This project involves analyzing high-frequency trading data to identify patterns, anomalies, and insights. The analysis includes data preprocessing, exploratory data analysis (EDA), model training, impact analysis, and visualization. The project leverages Python libraries such as Pandas, Matplotlib, Seaborn, and Scikit-learn. Note that data from the AlphaVantage API is VERY unreliable, and as seen in the AAPL example in prediction.ipynb. This is just an example of a usage of such prediction function.
- Fetch Data: Use the Alpha Vantage API to fetch intraday trading data for multiple companies.
- Load and Preprocess Data: Convert date columns to datetime, normalize closing prices, and create lagged features.
- Combine Data: Combine data from multiple companies into a single dataset for training.

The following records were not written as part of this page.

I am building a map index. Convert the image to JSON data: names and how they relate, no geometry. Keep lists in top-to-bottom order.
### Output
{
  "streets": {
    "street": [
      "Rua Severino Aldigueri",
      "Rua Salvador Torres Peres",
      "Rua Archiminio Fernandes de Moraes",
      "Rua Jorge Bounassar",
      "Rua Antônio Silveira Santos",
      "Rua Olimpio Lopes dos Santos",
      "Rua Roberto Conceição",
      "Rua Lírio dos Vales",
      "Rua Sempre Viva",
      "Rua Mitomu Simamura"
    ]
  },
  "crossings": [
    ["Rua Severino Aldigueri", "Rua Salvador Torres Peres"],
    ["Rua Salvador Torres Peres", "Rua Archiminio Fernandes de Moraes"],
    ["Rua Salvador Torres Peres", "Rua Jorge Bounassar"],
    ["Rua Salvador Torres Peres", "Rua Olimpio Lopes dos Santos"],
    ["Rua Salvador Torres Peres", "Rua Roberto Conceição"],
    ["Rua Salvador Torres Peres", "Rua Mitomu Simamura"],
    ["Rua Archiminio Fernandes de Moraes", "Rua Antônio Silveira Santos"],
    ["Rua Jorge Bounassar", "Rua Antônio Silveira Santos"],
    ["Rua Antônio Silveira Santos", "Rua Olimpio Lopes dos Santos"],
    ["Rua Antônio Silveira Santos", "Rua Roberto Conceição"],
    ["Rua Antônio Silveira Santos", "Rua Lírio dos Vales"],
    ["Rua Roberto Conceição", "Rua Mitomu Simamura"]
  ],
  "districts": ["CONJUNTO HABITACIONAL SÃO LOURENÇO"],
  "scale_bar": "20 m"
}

- Basic Statistics: Calculate and display basic statistics for the data.
- Time Series Plots: Plot the raw closing prices and trading volumes for each symbol.
- Distribution Analysis: Analyze the distribution of closing prices and trading volumes.
- Correlation Analysis: Calculate and visualize the correlation matrix for each symbol.
- Train-Test Split: Split the combined data into training and testing sets.
- Train Models: Train multiple models, including Linear Regression, Decision Tree, Random Forest, and Gradient Boosting.
- Evaluate Models: Evaluate the performance of each model on the test set.
- Volatility Analysis: Calculate and visualize the rolling volatility of the stock prices.
- Price Change and Volume Relationship: Analyze the relationship between price changes and trading volume.
- Feature Importance: Identify and visualize the importance of different features in the model.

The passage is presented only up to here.